[Task requirements]: Reproduce the listing below word for word and exclude any picture.

Segment Start: Data records

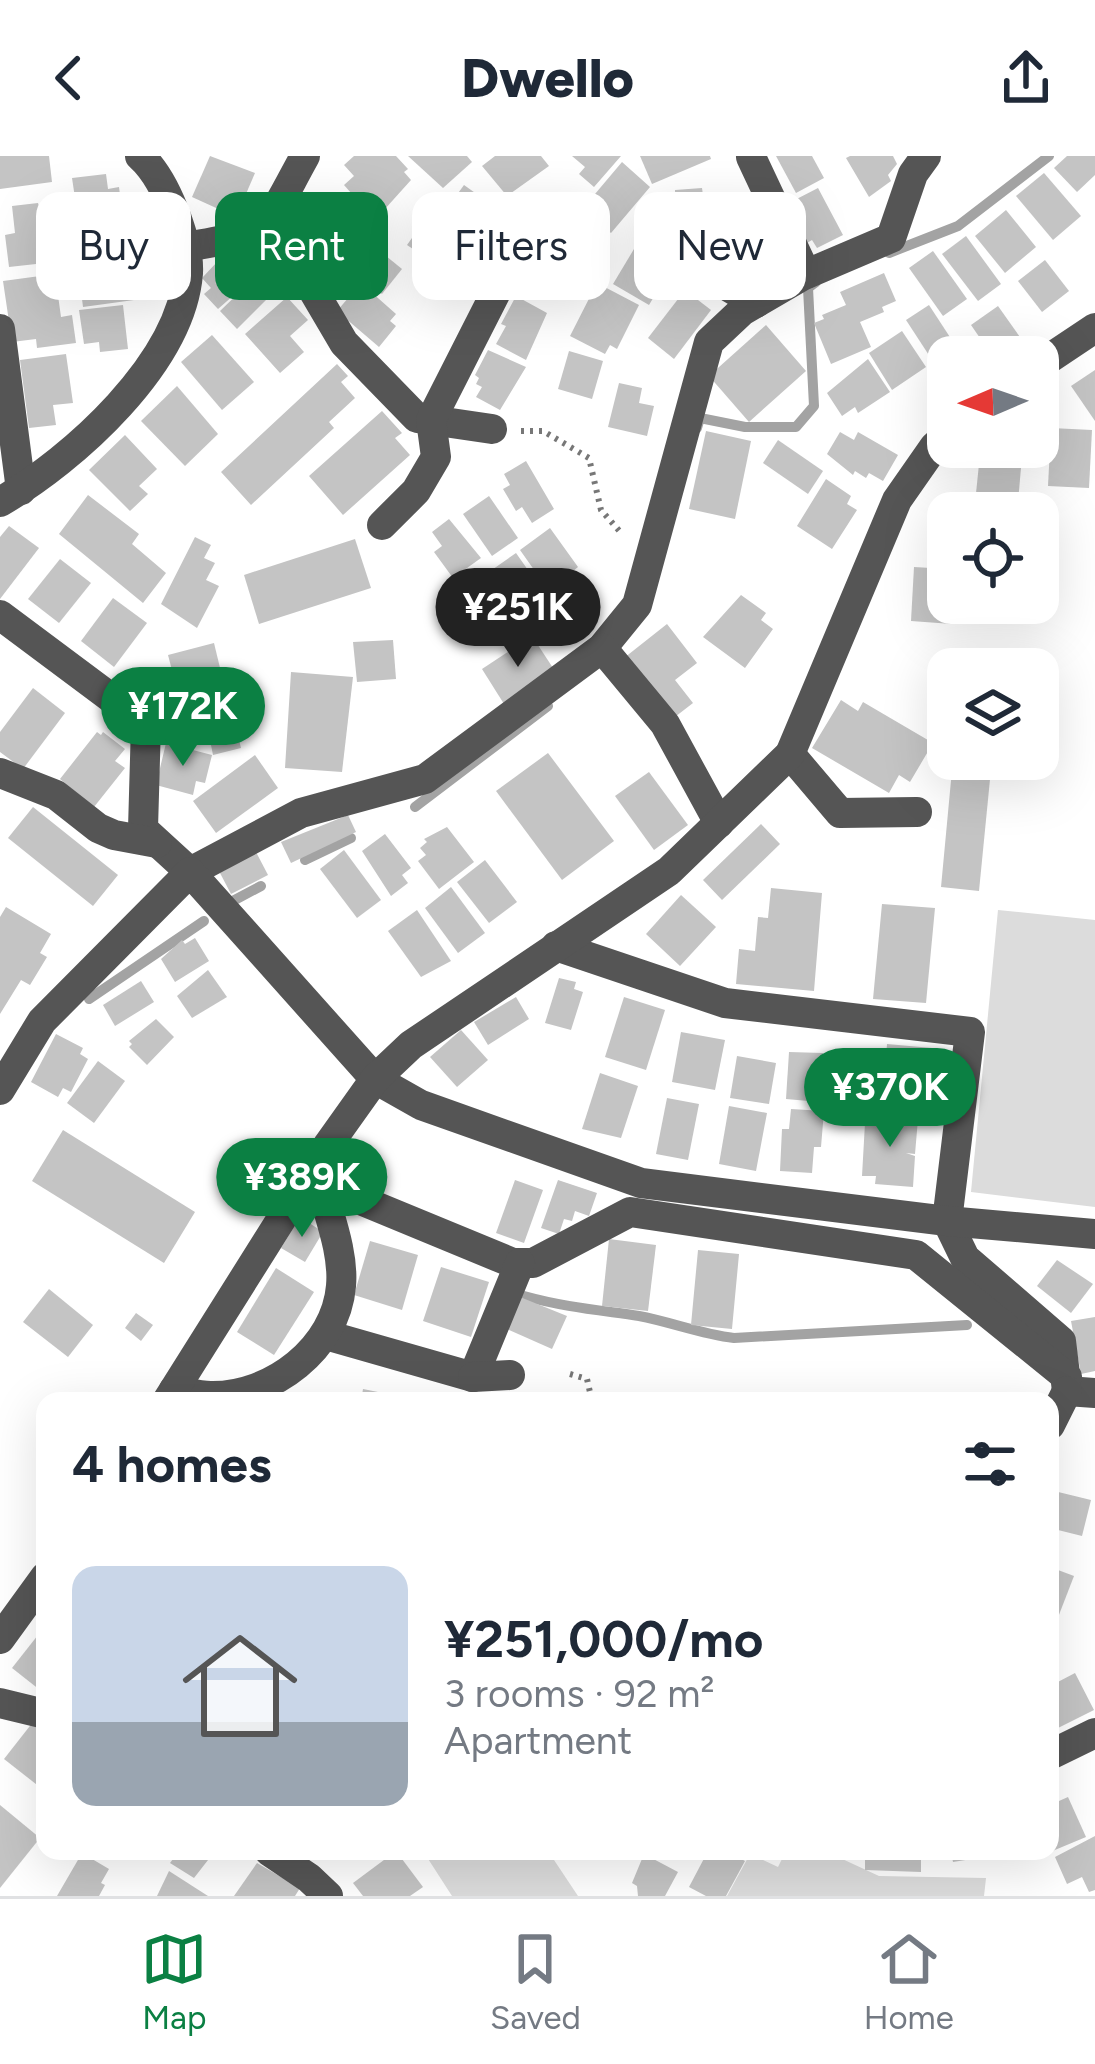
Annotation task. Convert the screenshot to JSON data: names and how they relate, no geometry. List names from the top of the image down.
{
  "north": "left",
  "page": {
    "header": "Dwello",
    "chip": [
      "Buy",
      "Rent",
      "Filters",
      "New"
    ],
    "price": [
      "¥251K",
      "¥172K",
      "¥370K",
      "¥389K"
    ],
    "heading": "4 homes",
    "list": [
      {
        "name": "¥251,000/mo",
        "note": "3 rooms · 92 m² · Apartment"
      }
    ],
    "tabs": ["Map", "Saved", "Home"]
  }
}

Segment End: Data records

[Output below]:
Annotation task. Convert the screenshot to JSON data: names and how they relate, no geometry. List names from the top of the image down.
{
  "north": "left",
  "page": {
    "header": "Dwello",
    "chip": [
      "Buy",
      "Rent",
      "Filters",
      "New"
    ],
    "price": [
      "¥251K",
      "¥172K",
      "¥370K",
      "¥389K"
    ],
    "heading": "4 homes",
    "list": [
      {
        "name": "¥251,000/mo",
        "note": "3 rooms · 92 m² · Apartment"
      }
    ],
    "tabs": ["Map", "Saved", "Home"]
  }
}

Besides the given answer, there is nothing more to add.